_Exercise materials_

········

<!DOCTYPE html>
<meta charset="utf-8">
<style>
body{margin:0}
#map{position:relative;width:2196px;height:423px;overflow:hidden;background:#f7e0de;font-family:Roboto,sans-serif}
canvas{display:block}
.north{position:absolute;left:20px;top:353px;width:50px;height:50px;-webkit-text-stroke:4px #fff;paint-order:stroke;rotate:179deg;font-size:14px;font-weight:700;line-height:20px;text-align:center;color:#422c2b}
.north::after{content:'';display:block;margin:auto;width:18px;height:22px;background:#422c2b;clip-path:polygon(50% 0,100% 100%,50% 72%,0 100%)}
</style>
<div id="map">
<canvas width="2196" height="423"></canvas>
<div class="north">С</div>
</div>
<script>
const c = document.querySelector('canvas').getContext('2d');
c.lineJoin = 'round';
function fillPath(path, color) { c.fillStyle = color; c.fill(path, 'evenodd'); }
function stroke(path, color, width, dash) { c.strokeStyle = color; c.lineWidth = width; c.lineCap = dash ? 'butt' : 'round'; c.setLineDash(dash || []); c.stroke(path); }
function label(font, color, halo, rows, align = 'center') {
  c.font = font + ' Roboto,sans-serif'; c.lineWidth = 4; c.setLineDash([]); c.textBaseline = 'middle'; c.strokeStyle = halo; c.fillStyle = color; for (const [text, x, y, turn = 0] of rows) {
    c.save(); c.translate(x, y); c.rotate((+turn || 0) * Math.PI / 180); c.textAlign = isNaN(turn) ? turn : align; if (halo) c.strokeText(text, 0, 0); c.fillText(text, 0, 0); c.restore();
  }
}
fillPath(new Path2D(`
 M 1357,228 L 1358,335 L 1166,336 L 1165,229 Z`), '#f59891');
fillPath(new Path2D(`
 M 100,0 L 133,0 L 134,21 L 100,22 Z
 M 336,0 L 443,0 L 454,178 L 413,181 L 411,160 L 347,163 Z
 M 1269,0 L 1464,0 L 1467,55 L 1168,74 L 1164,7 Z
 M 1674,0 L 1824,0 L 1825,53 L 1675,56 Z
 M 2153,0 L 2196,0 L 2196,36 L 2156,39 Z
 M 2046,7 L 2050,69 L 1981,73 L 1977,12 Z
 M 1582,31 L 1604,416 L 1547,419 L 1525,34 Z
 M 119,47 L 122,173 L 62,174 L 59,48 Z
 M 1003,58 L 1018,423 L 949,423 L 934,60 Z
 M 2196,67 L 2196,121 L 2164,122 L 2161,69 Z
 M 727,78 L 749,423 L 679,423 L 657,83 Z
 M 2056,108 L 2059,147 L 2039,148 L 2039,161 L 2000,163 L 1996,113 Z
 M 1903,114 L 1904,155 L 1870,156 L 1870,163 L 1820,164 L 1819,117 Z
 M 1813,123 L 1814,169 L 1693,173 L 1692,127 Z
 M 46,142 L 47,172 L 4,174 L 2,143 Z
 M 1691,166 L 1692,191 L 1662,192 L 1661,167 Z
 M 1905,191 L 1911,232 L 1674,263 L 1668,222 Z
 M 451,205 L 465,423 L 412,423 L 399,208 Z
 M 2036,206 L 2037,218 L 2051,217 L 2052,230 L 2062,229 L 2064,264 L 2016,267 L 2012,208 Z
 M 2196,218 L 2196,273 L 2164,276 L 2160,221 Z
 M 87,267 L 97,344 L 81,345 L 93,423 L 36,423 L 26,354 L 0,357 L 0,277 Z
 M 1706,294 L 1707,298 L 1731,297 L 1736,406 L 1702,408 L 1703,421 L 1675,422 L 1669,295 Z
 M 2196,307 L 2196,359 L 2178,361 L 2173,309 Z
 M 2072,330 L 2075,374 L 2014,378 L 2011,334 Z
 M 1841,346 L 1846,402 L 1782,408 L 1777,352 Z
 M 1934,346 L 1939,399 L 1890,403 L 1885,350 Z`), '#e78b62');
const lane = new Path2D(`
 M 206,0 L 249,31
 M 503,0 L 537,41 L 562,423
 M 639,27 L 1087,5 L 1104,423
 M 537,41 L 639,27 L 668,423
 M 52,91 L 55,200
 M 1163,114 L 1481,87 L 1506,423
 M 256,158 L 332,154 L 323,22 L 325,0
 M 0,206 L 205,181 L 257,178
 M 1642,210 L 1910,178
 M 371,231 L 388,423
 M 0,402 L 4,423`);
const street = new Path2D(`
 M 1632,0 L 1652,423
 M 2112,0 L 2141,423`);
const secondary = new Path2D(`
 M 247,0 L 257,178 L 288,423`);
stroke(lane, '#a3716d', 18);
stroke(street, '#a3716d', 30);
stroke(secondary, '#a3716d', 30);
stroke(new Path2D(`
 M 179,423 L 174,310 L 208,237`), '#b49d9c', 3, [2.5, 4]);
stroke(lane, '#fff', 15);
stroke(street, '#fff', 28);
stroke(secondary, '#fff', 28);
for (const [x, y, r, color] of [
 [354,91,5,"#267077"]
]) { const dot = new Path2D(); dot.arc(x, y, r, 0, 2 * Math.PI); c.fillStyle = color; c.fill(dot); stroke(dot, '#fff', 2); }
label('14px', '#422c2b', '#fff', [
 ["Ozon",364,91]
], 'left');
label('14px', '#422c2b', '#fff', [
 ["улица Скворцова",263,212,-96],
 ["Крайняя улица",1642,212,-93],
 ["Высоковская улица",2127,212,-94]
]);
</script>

········

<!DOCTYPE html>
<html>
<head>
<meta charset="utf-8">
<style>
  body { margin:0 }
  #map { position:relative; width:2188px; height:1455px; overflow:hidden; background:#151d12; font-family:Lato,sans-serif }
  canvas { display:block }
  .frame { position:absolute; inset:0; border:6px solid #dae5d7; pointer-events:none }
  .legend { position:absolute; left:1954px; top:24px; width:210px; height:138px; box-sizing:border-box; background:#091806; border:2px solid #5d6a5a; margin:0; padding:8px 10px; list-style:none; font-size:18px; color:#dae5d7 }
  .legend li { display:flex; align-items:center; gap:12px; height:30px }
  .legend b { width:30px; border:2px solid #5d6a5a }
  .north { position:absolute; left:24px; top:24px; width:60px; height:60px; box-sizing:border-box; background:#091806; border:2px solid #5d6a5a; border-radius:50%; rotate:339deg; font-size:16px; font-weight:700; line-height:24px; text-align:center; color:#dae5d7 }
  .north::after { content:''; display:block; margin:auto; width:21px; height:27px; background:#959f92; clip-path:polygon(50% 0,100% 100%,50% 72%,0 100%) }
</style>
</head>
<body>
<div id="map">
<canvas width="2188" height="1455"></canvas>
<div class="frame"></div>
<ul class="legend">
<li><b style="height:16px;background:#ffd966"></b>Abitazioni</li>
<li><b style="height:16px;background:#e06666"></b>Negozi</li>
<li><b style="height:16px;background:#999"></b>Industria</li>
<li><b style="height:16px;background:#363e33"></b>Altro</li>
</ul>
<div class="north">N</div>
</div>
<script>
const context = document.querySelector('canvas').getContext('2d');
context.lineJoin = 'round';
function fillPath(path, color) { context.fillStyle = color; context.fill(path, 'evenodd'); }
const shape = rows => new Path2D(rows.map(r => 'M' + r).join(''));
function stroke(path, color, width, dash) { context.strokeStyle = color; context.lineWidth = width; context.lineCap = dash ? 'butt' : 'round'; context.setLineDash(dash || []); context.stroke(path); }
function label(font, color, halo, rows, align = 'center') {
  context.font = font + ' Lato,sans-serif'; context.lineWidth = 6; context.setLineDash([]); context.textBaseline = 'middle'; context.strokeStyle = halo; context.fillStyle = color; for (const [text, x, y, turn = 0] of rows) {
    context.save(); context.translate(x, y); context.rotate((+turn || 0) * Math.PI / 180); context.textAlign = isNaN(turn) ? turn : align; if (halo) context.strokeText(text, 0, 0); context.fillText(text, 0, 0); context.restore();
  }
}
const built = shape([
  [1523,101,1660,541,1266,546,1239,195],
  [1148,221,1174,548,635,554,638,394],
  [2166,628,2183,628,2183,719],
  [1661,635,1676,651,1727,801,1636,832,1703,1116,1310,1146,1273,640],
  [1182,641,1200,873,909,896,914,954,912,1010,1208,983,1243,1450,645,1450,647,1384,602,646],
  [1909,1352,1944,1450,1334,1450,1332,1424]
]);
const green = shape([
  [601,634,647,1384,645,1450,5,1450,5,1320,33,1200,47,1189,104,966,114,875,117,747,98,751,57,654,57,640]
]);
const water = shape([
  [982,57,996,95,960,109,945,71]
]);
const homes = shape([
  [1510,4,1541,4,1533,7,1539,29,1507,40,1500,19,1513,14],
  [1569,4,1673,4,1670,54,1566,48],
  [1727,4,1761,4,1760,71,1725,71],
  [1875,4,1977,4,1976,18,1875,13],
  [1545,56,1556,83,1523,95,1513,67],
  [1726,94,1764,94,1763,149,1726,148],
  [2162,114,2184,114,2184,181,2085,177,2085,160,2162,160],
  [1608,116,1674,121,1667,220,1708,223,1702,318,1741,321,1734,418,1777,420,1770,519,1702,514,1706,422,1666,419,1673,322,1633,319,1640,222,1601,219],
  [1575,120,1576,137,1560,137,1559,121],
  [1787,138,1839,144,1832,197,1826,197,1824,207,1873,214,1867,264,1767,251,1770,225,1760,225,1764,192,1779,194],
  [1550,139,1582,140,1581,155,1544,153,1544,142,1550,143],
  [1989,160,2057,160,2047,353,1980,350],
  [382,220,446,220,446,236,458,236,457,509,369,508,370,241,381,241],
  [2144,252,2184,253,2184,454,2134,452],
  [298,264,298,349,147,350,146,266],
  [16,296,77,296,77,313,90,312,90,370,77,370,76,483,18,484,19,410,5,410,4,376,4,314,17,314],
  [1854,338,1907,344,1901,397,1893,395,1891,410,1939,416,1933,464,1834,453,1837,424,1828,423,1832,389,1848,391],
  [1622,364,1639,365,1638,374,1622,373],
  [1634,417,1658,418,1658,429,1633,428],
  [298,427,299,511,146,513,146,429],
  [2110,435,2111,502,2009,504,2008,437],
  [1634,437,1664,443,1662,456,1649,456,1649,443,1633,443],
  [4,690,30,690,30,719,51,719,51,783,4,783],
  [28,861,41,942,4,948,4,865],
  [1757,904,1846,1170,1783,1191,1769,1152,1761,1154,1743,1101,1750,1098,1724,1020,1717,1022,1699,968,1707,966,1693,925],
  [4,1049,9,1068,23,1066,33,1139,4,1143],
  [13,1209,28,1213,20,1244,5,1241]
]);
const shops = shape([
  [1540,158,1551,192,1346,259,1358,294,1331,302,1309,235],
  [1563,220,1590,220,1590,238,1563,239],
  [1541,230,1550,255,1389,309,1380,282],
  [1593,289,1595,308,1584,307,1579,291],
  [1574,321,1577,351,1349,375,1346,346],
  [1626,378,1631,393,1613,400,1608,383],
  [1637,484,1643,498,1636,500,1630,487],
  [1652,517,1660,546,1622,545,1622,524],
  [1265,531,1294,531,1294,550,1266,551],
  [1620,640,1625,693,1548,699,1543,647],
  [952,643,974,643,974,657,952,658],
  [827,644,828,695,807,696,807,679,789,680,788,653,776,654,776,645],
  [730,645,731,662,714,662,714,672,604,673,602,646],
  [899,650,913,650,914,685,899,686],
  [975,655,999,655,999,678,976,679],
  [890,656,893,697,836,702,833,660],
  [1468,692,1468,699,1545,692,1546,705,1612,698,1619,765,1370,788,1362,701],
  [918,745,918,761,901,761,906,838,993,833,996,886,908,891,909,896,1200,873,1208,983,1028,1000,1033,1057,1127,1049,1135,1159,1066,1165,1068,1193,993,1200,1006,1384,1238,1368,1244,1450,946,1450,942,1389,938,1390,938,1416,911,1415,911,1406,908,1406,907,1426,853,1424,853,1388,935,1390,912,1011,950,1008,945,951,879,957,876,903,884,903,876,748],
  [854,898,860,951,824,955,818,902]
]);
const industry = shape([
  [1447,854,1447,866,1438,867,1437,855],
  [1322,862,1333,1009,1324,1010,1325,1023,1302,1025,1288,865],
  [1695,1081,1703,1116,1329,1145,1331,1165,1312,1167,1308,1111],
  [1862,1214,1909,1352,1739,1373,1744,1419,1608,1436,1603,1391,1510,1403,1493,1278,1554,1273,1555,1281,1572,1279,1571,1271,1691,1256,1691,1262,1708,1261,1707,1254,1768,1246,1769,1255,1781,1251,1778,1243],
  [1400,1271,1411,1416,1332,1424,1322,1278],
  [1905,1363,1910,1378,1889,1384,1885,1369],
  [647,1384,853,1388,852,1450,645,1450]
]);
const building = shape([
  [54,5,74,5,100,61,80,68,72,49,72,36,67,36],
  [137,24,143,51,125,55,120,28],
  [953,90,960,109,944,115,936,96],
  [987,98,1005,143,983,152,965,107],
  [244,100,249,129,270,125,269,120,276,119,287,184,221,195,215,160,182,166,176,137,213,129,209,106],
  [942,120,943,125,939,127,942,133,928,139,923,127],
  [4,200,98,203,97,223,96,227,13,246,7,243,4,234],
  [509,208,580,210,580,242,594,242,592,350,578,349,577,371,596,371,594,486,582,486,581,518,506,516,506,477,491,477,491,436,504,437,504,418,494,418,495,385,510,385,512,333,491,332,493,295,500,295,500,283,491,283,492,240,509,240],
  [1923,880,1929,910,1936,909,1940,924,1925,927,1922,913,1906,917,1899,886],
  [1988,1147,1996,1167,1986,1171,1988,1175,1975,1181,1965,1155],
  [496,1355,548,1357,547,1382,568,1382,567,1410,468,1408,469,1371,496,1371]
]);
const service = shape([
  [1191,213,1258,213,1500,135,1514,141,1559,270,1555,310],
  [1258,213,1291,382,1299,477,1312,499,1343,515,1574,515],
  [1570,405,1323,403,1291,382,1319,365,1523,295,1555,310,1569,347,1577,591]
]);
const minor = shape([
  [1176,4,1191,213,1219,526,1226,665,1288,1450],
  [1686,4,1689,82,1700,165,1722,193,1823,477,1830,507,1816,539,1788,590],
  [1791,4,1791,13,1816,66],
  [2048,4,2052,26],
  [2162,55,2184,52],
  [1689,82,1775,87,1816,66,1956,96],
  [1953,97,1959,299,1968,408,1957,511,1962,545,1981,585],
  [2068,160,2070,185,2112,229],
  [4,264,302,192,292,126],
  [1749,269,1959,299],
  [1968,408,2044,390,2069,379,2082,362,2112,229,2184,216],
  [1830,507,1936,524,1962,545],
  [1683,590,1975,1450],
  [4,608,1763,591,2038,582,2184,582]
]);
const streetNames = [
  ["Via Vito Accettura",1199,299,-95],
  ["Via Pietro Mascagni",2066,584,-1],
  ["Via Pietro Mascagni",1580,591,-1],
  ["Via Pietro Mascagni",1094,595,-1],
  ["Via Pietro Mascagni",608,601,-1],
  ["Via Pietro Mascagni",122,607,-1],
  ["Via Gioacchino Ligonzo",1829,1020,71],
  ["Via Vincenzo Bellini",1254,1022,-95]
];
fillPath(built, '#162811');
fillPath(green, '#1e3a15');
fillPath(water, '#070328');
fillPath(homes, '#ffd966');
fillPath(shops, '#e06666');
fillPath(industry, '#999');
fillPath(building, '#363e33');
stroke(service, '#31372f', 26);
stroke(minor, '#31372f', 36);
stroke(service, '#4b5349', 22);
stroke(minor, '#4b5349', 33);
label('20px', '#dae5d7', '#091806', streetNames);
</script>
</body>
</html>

········

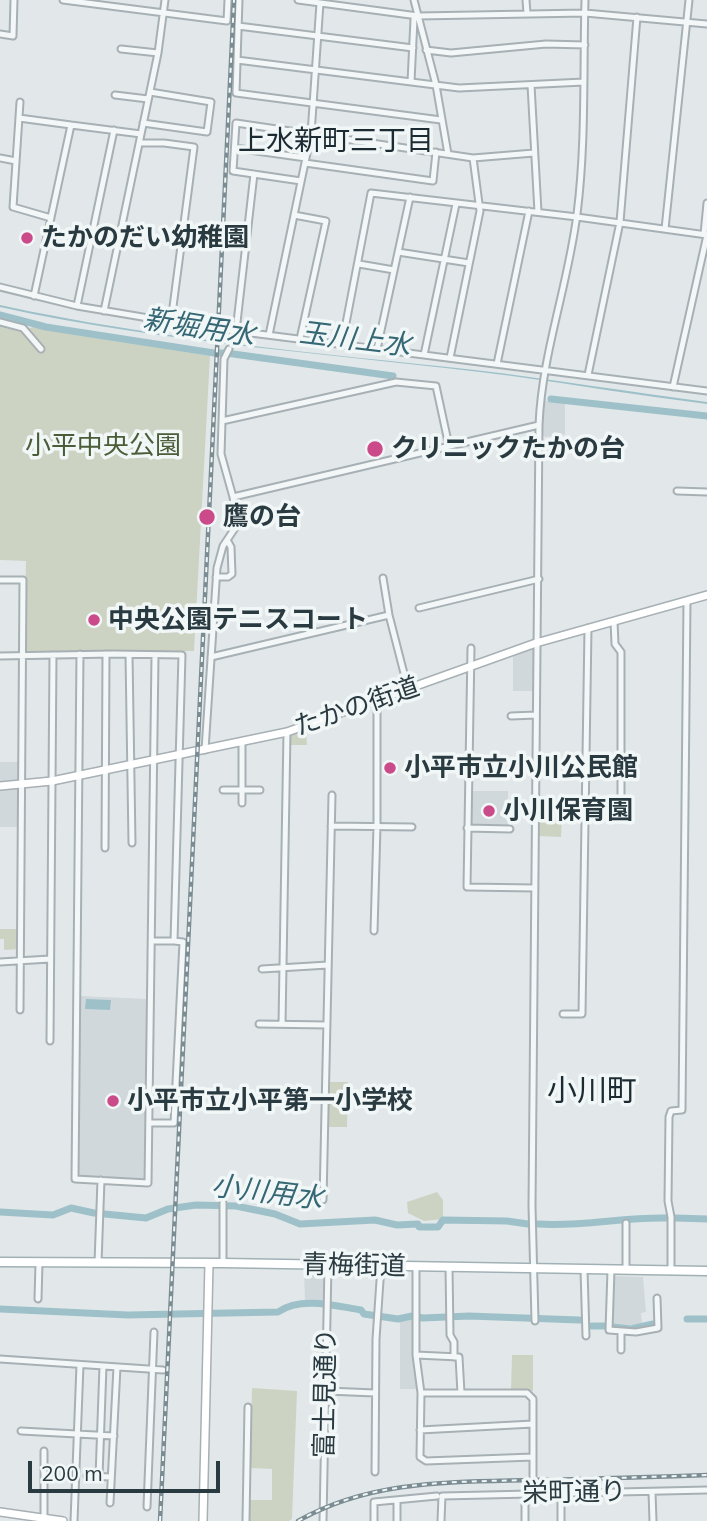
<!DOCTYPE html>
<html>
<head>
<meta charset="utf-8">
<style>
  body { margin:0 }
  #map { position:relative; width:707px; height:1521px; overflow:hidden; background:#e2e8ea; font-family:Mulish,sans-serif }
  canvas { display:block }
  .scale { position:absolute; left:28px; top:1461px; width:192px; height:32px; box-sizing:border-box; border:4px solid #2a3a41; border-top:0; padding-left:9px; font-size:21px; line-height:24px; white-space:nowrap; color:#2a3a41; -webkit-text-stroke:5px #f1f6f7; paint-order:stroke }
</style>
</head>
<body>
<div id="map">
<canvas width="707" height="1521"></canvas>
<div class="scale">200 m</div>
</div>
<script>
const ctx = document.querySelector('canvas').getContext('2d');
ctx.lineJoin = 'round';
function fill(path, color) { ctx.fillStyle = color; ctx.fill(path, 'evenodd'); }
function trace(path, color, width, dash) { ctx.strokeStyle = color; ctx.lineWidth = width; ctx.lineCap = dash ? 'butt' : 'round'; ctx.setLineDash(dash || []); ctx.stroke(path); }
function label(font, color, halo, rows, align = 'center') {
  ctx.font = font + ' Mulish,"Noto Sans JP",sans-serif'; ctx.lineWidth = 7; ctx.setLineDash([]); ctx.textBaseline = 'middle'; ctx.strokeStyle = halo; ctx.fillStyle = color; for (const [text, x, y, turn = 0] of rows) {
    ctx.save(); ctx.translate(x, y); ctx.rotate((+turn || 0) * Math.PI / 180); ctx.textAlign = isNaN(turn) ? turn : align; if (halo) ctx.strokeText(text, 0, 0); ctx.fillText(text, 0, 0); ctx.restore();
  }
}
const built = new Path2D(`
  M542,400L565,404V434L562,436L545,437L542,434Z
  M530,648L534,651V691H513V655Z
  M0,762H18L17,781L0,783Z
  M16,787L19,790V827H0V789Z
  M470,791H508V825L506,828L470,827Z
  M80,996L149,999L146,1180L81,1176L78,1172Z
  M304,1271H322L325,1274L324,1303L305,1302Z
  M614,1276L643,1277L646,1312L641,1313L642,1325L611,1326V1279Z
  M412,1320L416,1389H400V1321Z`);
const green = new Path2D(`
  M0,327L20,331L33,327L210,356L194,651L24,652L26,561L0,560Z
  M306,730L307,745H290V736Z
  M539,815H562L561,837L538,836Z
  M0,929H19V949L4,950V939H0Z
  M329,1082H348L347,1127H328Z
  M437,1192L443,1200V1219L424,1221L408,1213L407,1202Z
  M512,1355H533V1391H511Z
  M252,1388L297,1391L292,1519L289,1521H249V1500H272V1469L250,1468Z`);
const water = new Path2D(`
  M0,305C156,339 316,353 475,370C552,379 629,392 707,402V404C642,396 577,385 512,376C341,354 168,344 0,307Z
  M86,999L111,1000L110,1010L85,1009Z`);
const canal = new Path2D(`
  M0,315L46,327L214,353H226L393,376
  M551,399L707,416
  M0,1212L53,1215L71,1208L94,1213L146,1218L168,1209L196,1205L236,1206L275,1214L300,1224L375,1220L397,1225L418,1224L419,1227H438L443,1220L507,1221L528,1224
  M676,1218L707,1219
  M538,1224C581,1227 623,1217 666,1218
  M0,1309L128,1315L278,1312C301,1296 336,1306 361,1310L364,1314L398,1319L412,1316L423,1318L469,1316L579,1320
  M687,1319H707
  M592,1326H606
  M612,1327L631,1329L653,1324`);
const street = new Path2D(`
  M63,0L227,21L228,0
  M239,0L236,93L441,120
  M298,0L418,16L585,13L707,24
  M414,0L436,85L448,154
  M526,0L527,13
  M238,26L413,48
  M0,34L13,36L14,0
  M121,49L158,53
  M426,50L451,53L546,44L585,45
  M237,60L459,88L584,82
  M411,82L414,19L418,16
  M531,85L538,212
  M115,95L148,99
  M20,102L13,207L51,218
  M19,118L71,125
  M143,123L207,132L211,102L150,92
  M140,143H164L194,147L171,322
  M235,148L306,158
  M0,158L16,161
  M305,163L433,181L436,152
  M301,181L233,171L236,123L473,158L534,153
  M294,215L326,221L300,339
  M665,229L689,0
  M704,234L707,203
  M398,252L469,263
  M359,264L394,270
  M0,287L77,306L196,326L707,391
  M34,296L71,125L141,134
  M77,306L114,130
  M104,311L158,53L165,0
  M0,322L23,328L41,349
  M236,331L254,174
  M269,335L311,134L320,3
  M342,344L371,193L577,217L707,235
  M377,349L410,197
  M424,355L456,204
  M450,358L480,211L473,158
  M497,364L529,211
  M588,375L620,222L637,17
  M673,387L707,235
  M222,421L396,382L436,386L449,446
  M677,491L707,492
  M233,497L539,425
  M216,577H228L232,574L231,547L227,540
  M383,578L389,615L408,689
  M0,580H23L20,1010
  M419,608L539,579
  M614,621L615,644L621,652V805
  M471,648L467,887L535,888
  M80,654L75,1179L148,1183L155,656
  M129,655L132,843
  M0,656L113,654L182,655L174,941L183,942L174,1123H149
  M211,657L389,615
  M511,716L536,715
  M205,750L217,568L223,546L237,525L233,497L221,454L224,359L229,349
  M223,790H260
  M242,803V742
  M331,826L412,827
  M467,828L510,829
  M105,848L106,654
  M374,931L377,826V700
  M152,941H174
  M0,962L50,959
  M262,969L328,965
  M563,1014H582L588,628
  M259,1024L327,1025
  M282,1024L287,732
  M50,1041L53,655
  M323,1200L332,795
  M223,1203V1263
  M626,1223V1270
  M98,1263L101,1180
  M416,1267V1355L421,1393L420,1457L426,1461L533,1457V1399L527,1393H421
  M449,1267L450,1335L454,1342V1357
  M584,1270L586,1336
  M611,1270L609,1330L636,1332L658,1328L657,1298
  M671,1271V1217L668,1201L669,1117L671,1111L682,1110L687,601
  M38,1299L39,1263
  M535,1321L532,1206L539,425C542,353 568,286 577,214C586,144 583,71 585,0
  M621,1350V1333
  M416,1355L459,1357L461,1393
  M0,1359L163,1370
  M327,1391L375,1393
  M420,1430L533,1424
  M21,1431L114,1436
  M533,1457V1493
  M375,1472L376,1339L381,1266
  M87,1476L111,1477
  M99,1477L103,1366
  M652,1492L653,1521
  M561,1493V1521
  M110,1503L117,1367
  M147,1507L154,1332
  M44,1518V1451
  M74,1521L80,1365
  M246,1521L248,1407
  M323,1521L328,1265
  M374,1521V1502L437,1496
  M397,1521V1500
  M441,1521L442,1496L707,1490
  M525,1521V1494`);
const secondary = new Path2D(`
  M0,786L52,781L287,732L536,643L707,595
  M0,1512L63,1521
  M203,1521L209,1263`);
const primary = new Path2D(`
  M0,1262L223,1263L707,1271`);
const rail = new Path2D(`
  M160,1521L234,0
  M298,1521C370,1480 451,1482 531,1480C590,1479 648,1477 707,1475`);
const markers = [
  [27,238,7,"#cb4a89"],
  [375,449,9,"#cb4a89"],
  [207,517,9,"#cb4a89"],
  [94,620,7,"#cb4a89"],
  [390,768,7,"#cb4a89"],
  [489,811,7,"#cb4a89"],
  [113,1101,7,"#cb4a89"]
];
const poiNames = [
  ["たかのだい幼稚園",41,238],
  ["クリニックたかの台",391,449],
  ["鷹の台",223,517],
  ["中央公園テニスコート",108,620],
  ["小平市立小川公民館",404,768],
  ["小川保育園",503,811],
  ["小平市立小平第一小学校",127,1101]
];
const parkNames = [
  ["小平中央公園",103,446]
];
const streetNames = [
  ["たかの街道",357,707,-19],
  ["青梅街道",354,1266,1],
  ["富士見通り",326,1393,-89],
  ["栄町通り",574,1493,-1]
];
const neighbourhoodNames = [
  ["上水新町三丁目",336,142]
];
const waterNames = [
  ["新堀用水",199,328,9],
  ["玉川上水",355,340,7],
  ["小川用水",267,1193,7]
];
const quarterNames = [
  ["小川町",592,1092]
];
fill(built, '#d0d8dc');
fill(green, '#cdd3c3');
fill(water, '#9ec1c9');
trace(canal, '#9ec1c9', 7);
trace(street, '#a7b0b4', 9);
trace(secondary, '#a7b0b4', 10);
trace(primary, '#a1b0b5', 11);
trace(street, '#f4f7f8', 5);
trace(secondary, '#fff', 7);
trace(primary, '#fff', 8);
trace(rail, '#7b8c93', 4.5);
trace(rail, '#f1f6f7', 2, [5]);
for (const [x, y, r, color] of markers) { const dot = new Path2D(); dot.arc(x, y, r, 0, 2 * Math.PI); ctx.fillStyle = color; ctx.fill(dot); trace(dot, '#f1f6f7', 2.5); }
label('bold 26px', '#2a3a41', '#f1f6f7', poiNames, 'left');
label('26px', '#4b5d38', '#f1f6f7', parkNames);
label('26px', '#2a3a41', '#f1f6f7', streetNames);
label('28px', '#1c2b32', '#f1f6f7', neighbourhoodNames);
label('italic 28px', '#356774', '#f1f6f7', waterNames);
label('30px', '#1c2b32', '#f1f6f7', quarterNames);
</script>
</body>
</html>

········

_Task statement_
Take the records above and return, word for word, only the lines that fall from the line with "c.font = font" to the line with "stroke(lane, '#a3716d', 18);", both of them included.

_Completed exercise_
  c.font = font + ' Roboto,sans-serif'; c.lineWidth = 4; c.setLineDash([]); c.textBaseline = 'middle'; c.strokeStyle = halo; c.fillStyle = color; for (const [text, x, y, turn = 0] of rows) {
    c.save(); c.translate(x, y); c.rotate((+turn || 0) * Math.PI / 180); c.textAlign = isNaN(turn) ? turn : align; if (halo) c.strokeText(text, 0, 0); c.fillText(text, 0, 0); c.restore();
  }
}
fillPath(new Path2D(`
 M 1357,228 L 1358,335 L 1166,336 L 1165,229 Z`), '#f59891');
fillPath(new Path2D(`
 M 100,0 L 133,0 L 134,21 L 100,22 Z
 M 336,0 L 443,0 L 454,178 L 413,181 L 411,160 L 347,163 Z
 M 1269,0 L 1464,0 L 1467,55 L 1168,74 L 1164,7 Z
 M 1674,0 L 1824,0 L 1825,53 L 1675,56 Z
 M 2153,0 L 2196,0 L 2196,36 L 2156,39 Z
 M 2046,7 L 2050,69 L 1981,73 L 1977,12 Z
 M 1582,31 L 1604,416 L 1547,419 L 1525,34 Z
 M 119,47 L 122,173 L 62,174 L 59,48 Z
 M 1003,58 L 1018,423 L 949,423 L 934,60 Z
 M 2196,67 L 2196,121 L 2164,122 L 2161,69 Z
 M 727,78 L 749,423 L 679,423 L 657,83 Z
 M 2056,108 L 2059,147 L 2039,148 L 2039,161 L 2000,163 L 1996,113 Z
 M 1903,114 L 1904,155 L 1870,156 L 1870,163 L 1820,164 L 1819,117 Z
 M 1813,123 L 1814,169 L 1693,173 L 1692,127 Z
 M 46,142 L 47,172 L 4,174 L 2,143 Z
 M 1691,166 L 1692,191 L 1662,192 L 1661,167 Z
 M 1905,191 L 1911,232 L 1674,263 L 1668,222 Z
 M 451,205 L 465,423 L 412,423 L 399,208 Z
 M 2036,206 L 2037,218 L 2051,217 L 2052,230 L 2062,229 L 2064,264 L 2016,267 L 2012,208 Z
 M 2196,218 L 2196,273 L 2164,276 L 2160,221 Z
 M 87,267 L 97,344 L 81,345 L 93,423 L 36,423 L 26,354 L 0,357 L 0,277 Z
 M 1706,294 L 1707,298 L 1731,297 L 1736,406 L 1702,408 L 1703,421 L 1675,422 L 1669,295 Z
 M 2196,307 L 2196,359 L 2178,361 L 2173,309 Z
 M 2072,330 L 2075,374 L 2014,378 L 2011,334 Z
 M 1841,346 L 1846,402 L 1782,408 L 1777,352 Z
 M 1934,346 L 1939,399 L 1890,403 L 1885,350 Z`), '#e78b62');
const lane = new Path2D(`
 M 206,0 L 249,31
 M 503,0 L 537,41 L 562,423
 M 639,27 L 1087,5 L 1104,423
 M 537,41 L 639,27 L 668,423
 M 52,91 L 55,200
 M 1163,114 L 1481,87 L 1506,423
 M 256,158 L 332,154 L 323,22 L 325,0
 M 0,206 L 205,181 L 257,178
 M 1642,210 L 1910,178
 M 371,231 L 388,423
 M 0,402 L 4,423`);
const street = new Path2D(`
 M 1632,0 L 1652,423
 M 2112,0 L 2141,423`);
const secondary = new Path2D(`
 M 247,0 L 257,178 L 288,423`);
stroke(lane, '#a3716d', 18);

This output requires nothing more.